Plaidoyer pour le lamantin…

Il n’est pas jojo ce mammifère balourd aux allures de limace de mer ou plutôt de phoque obèse !

C’est évident, il n’emporterait pas le concours de beauté des espèces qui prolifèrent dans l’écrin du Grand Cul-de-Sac Marin de la Guadeloupe, mais il y est attendu comme le messie. Et pour cause…
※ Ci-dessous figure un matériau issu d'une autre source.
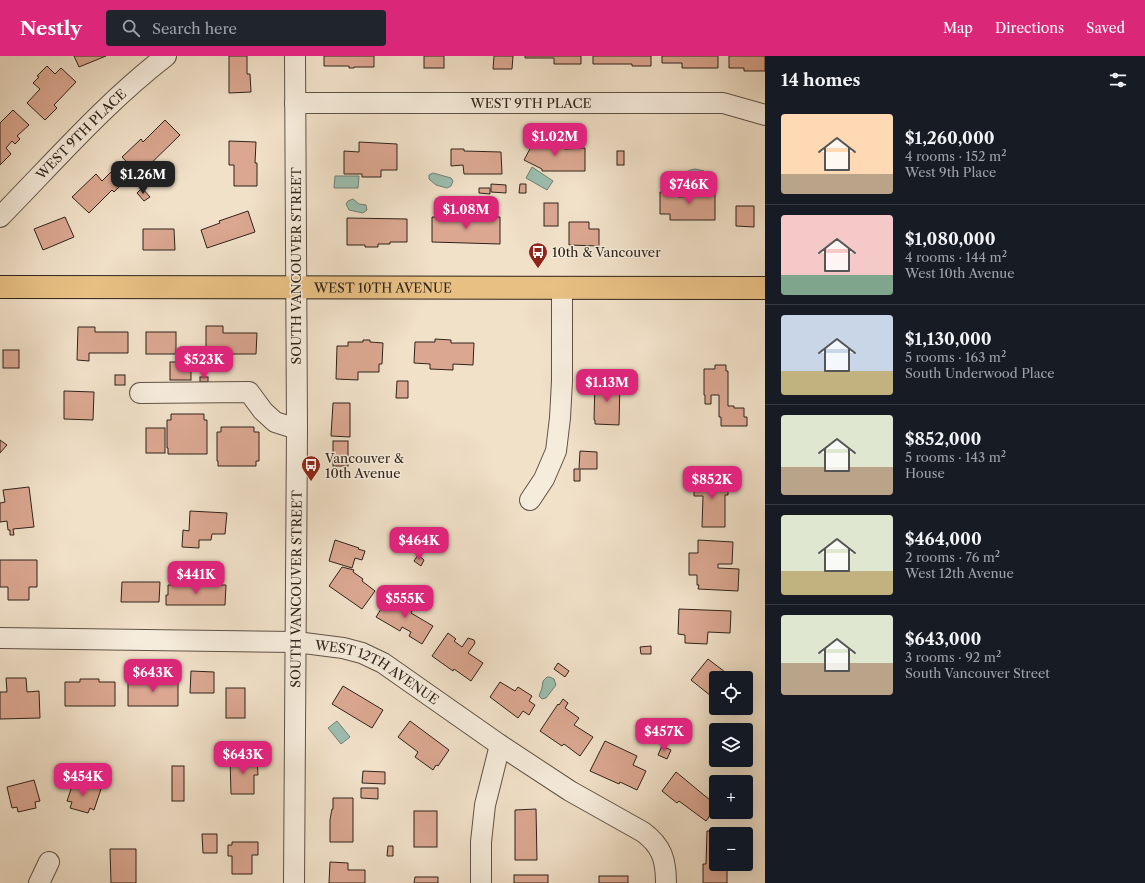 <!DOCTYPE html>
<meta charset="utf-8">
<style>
:root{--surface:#171b24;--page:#20242c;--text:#f1f3f6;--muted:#9ea1a6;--line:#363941;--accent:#db2777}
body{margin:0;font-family:"Libre Caslon Text",serif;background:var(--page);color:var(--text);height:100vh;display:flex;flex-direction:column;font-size:15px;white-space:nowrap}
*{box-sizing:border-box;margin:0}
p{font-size:13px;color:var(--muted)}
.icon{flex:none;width:22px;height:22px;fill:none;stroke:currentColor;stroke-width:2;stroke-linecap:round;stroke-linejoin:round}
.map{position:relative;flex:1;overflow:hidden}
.details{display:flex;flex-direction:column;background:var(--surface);width:380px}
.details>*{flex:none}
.fabs{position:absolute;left:709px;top:615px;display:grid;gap:8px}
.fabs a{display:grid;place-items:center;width:44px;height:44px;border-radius:4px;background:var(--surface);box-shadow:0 4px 16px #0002;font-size:20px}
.price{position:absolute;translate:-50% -34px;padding:0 9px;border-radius:8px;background:var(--accent);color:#fff;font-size:13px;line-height:26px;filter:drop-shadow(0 1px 2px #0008)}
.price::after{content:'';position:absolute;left:50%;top:24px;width:12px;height:9px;margin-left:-6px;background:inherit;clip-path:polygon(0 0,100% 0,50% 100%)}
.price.on{background:#222;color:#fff}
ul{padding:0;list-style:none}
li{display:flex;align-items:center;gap:12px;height:100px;padding:0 16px}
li+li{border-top:1px solid var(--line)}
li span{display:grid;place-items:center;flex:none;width:112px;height:80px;border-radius:4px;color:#555}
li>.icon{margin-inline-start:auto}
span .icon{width:48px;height:48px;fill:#fffc;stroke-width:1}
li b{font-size:17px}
h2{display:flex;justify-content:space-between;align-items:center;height:48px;padding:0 16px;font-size:17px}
header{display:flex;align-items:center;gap:24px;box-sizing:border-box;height:56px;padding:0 20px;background:var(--accent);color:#fff}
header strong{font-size:19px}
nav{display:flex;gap:22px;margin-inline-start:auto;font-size:14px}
.search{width:280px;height:36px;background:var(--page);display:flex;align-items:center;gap:10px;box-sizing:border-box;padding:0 14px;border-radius:4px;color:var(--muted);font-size:15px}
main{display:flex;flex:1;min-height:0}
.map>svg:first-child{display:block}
.water{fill:#9cbeb0;stroke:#708074}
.building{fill:#dba791;stroke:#2f231a}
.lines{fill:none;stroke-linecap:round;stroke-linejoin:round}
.minor-casing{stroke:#605246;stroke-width:22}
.major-casing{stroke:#2f231a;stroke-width:24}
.minor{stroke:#f6ecdc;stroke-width:20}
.major{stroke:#e8c084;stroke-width:22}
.labels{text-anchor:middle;stroke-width:3;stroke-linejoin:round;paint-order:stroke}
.street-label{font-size:13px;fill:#2f231a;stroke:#f6ecdc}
.poi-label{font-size:13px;fill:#2f231a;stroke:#f6ecdc;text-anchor:start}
</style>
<header>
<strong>Nestly</strong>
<div class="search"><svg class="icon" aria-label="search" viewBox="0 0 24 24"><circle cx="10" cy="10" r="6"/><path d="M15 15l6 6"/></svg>Search here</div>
<nav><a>Map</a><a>Directions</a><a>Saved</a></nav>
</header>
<main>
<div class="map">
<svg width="765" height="827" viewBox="0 0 765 827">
<rect width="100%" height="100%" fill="#f1e1c9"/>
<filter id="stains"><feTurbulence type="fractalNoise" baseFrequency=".005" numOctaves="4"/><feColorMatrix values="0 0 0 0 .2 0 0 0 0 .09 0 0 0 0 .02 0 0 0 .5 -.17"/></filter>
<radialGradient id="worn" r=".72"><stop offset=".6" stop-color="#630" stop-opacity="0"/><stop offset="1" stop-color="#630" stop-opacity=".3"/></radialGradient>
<!-- water -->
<g class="water">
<path d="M532,111L553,125L547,134L526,122Z"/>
<path d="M695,113L704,115L706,118L705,123L698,124L688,129L682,127L681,123C683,116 689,114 695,113Z"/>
<path d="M433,117L451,122L453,125L451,130L447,132L436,129L429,123V119Z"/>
<path d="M335,120H359L358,132H334Z"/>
<path d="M353,143L359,148L366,149L367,154L363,157L349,154L346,148L348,145Z"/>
<path d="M547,621H550L554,623L556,629L546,642L542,643L539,640L542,632L543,625Z"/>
<path d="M337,665L350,681L341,688L328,672Z"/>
</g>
<!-- building -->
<g class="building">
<path d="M74,0H106L79,11Z"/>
<path d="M229,0H247V18H250L251,36L229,37Z"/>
<path d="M324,0H374V11H354V12H349V10H324Z"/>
<rect x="424" y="0" width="20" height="12"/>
<path d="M494,0H513L512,13H493Z"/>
<path d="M525,0H581V8H554V2H525Z"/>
<path d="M593,0H651V10H632V8H593Z"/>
<path d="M662,0H718V12H682V7H662Z"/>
<path d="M729,0H765V15H744V12H729Z"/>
<path d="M47,10L55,18L61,12L76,26L54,49L57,52L45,64L27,47L40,33L33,27L39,21L37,20Z"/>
<path d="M13,54L29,69L17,80L20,83L15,88L12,85L6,92L11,98L0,109V67Z"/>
<path d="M165,64L180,79L139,119L122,101L141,83L143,86Z"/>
<path d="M538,78L565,93L585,92V115H542V113L524,104Z"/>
<path d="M229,85L256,86L255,107H257V130H234V109H229Z"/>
<path d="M359,86L397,88V114H381V121H362V118H344V95L359,96Z"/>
<path d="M451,93H464V95L501,96L502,118H464L463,109L451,110Z"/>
<rect x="617" y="95" width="7" height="14"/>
<path d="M113,114L125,125L114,136L112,134L89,157L72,141L96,118L102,125Z"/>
<path d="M491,128L506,129V137L491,136Z"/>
<path d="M520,128H526V137H519Z"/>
<path d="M142,132L150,141L144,145L137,137Z"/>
<path d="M479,132H490V138L479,137Z"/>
<path d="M697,132H715V164H670V158H660V136H678V141L697,140Z"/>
<rect x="544" y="147" width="14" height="23"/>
<path d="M736,150H754V171L736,170Z"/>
<path d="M248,155L255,176L207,192L201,174L220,167L219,165Z"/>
<path d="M65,161L74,181L43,194L34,173Z"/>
<path d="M432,161H500V188L432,186Z"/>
<path d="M347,162L407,163V186H390V188H378V191H365V189H347Z"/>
<path d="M569,166H589V173H599V190L569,189Z"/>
<path d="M143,173H174L175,194H143Z"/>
<path d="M206,270H223V277H257L256,298H206Z"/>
<path d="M78,271H95V276H128V297H89V305L77,304Z"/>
<rect x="146" y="276" width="30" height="22"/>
<path d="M435,283L451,284V287H474L473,309L453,308V314L430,313V308L414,307L415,286H435Z"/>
<path d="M363,284H370V286L383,287L382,308H379V316H358V324L336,323L337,290H348V286H363Z"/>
<rect x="3" y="294" width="16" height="18"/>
<rect x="170" y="306" width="21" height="18"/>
<path d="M715,309H726V315H728V350H734V352H744V361H747V370H721V361H719V339H711V348H705V339H704V313H715Z"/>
<rect x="115" y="319" width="10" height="10"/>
<rect x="200" y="321" width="8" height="5"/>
<path d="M397,325H408V342H396Z"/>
<path d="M595,325H620L619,369L595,368V364H594Z"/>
<path d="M64,335L94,336L93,364L64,363Z"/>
<path d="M333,347H350V381L331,380Z"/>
<path d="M171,358H204V364H207V398H168V392H167V364H171Z"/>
<path d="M221,371H254V376H259V405H256V410H218V405H217V376H221Z"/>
<rect x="146" y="372" width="19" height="25"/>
<path d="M0,384L7,389L0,397Z"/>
<rect x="333" y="385" width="15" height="25"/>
<path d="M580,395L597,396V413H580V425H574V413H579Z"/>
<path d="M694,422H728V439H725V471H702L703,440H694Z"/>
<path d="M29,431L34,471L13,473L14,479H10V474H8L7,465L0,466V447L5,446L3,434Z"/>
<path d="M190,455L227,457L225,478H212L211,484H199V492L182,491L183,474L189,475Z"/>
<path d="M335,484L359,492L358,493L365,495L362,504L355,502L352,512L329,505Z"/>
<path d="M698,484L733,486L732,508H718V512L739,513L738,535L698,533L699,529H697V519H689V497H698Z"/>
<path d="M418,499L424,504L421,510L414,505Z"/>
<path d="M0,504H37V531H29V544H8V531H0Z"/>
<path d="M342,511L354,514L353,516L363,523L362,525L375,535L362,553L329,530Z"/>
<path d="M122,526H160L159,546H121Z"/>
<path d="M168,529H226L225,549H166V539H168Z"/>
<path d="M388,542L403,551L407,543L416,548L411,557L433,570L422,588L409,580L411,576L402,571L400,575L376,561Z"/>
<path d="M679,553L731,555L730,577L708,576L707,588L685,587V579L678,578Z"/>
<path d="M448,577L456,583L454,585L462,591L468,582L474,584L475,587L468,597L483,607L471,625L454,613L453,615L432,600Z"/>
<path d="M651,590V598H641L640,591Z"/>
<path d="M708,603L725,616L721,621L722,622H716V644L691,624Z"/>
<path d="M558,607L569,615L565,621L554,613Z"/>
<path d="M191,615L214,616V637H190Z"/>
<path d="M6,622H26L27,636L39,635L40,662L0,663V636H7Z"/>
<path d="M143,622H162V625H178V650H128V625H143Z"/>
<path d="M80,623H99V626H115V650H65V626H80Z"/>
<path d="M500,626L515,635L518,631L532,640L529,645L535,649L529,659L523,655L518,662L490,641Z"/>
<path d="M343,630L383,654L372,672L332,648Z"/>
<rect x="226" y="632" width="19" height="30"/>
<path d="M563,643L568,647L565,652L579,662L574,669L593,681L580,700L564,688L562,690L540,675L558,648L559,649Z"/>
<path d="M726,652H740L735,659Z"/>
<path d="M410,665L449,694L438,710L436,709L433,714L415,701L418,696L398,681Z"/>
<path d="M605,685L637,700L633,709L646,715L637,734L620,726L619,728L590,715Z"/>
<path d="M662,690L671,694L667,703L658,699Z"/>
<path d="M230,702H257L258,719H254V738H231Z"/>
<rect x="172" y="710" width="12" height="35"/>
<path d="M363,715L385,716V728L362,727Z"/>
<path d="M676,716L716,749V751L706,765L679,745L677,747L662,735Z"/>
<path d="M34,724L40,745L35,746L36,752L18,756L17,751L12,752L7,731Z"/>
<path d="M74,724L101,733L94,754L90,752L88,757L70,752L72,746L67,745Z"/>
<path d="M361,732H378V743L361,742Z"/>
<path d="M333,742H353V786H330V764L332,753H333Z"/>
<path d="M536,753L537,804H515V754Z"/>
<rect x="414" y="755" width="23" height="36"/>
<path d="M707,775H726V778H716V808H732V810H727V827H703V808H706Z"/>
<path d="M202,778H217V797H203Z"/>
<path d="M232,786H258V799H252V818H232V800H228V789H232Z"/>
<path d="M388,790H393V800H387Z"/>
<path d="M110,793H136V827H111Z"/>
<path d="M330,806L348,807V814H365V827H329Z"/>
<rect x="514" y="819" width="34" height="8"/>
<rect x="599" y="820" width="29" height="7"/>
<path d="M415,821H438V827H414Z"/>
</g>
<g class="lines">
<!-- minor casing -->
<g class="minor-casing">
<g id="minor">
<path id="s1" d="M295,47H723L765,59"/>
<path id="s2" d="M0,161C54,106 105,47 166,0"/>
<path d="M140,337L249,336L263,355L275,366L297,373"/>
<path d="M530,444L544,423L556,395L560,362L562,325V232"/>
<path id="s3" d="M0,582L296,586L343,592L362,597L383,607L500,689L570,735L643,776C662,790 666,804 666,827"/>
<path d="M39,827L49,806"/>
<path id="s4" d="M294,827L297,373L295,0"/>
<path d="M481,827V786L485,749L500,689"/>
</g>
</g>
<!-- major casing -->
<g class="major-casing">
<g id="major">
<path id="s5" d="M0,231L765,232"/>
</g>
</g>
<!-- minor -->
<use href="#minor" class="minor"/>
<!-- major -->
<use href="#major" class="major"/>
</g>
<!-- icons -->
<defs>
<g id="bus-pin" transform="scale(1)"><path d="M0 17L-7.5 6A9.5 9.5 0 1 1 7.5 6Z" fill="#8f2418" stroke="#f6ecdc"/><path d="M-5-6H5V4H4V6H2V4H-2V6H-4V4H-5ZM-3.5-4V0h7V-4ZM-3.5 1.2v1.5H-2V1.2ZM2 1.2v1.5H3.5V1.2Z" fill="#fff"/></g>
</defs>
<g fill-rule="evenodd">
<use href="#bus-pin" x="538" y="196"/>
<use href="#bus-pin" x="311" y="409"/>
</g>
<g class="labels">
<!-- street labels -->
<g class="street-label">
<text dy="5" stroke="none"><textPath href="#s1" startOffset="236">WEST 9TH PLACE</textPath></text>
<text dy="5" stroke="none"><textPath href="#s2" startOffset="116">WEST 9TH PLACE</textPath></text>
<text transform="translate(296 210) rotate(-90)" y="5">SOUTH VANCOUVER STREET</text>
<text dy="5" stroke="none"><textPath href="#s5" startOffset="383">WEST 10TH AVENUE</textPath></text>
<text dy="5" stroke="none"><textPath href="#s4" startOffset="294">SOUTH VANCOUVER STREET</textPath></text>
<text dy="5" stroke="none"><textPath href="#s3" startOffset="384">WEST 12TH AVENUE</textPath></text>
</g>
<!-- poi labels -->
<g class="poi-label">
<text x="552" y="201">10th &amp; Vancouver</text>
<text x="325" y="407">Vancouver &amp;<tspan x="325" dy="15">10th Avenue</tspan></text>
</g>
</g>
<rect width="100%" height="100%" filter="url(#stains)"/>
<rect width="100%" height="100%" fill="url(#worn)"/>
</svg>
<div class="fabs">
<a><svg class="icon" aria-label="locate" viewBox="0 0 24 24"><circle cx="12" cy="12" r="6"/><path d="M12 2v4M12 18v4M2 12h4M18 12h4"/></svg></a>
<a><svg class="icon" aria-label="layers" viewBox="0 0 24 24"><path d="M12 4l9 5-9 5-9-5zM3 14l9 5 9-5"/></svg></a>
<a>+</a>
<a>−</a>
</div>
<b class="price" style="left:555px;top:101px">$1.02M</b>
<b class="price on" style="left:143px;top:139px">$1.26M</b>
<b class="price" style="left:689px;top:149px">$746K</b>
<b class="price" style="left:466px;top:174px">$1.08M</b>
<b class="price" style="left:204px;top:324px">$523K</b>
<b class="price" style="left:607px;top:347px">$1.13M</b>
<b class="price" style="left:712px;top:444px">$852K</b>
<b class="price" style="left:419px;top:505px">$464K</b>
<b class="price" style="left:196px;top:539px">$441K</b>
<b class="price" style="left:405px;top:563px">$555K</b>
<b class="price" style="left:153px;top:637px">$643K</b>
<b class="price" style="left:664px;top:696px">$457K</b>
<b class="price" style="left:243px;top:719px">$643K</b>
<b class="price" style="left:83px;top:741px">$454K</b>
</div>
<section class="details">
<h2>14 homes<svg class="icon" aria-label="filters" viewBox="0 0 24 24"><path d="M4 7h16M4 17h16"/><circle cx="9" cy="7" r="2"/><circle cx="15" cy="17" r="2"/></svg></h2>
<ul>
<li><span style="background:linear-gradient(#ffd9b3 75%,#b9a48a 0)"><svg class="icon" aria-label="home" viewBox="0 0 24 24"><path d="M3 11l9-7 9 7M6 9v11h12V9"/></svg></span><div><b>$1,260,000</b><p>4 rooms · 152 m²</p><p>West 9th Place</p></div></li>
<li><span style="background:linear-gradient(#f6c9c9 75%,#7fa58c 0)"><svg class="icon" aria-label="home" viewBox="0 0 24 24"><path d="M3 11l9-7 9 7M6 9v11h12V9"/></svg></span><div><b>$1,080,000</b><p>4 rooms · 144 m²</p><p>West 10th Avenue</p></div></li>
<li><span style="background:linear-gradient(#c9d6e8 70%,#c2b280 0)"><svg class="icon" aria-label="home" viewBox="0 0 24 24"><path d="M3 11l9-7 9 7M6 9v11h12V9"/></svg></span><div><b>$1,130,000</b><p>5 rooms · 163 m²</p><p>South Underwood Place</p></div></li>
<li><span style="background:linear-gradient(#dfe7d0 65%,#b9a48a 0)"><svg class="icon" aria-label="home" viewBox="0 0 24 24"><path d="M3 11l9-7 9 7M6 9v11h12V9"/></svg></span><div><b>$852,000</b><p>5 rooms · 143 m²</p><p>House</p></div></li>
<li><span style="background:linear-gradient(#dfe7d0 70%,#c2b280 0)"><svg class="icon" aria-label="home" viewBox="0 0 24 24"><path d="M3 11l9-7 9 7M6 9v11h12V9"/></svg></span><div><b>$464,000</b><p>2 rooms · 76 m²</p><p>West 12th Avenue</p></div></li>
<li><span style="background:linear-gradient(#dfe7d0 60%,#b9a48a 0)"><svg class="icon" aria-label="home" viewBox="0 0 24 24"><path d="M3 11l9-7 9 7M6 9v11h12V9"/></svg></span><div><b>$643,000</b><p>3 rooms · 92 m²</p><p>South Vancouver Street</p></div></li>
</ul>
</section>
</main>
Le lamantin y a disparu depuis plus d’un siècle, et le projet de réintroduction de l’animal est porté avec une certaine jubilation par le Parc National de la Guadeloupe (PNG), l’un des 8 parcs nationaux français et dont le cœur est classé biosphère mondiale depuis 1992.

Apaiser les conflits d’usage :

Le retour du lamantin est consubstantiel d’une nécessité absolue : apaiser les conflits d’usage qui prévalent dans l’espace du Grand Cul de Sac Marin (GCSM).

Le PNG qui bichonne ce site retenu parmi les 100 sites mondiaux prioritaires de l’UICN (Union Internationale pour la Conservation de la Nature) au titre de sa biodiversité faunistique et dont la baie a déjà été classée zone humide d’importance internationale pour les oiseaux d’eau au titre de la convention RAMSAR (1992)*, porte le dossier de candidature du GCSM pour le classement UNESCO qui demandera 5 à 10 ans. On en est qu’aux balbutiements…

Même s’ils ne sont pas les seuls, les conflits d’usage figurent parmi les obstacles à ce dossier. Car les usagers du Grand Cul-de-Sac marin sont multiples : marins-pêcheurs qui vivent des ressources marines (poissons, coquillages, crabes…), opérateurs touristiques exploitants du site comme lieu de visite (sorties à la journée sur les îlets, balades en canoë-kayak, en VTT des mers, en bateau à fond plat…), pratiquants de sports nautiques (plongée sous-marine, scooters des mers…), riverains (éleveurs, agriculteurs, entreprises…).

Le lamantin, sirène des eaux saines

Tous ces « usagers légitimes » vivent et perçoivent l’espace chacun à sa manière, mais vivent plus ou moins bien d’avoir à adapter leurs activités aux contraintes de protection qui s’imposent sur ce territoire objet de toutes les convoitises.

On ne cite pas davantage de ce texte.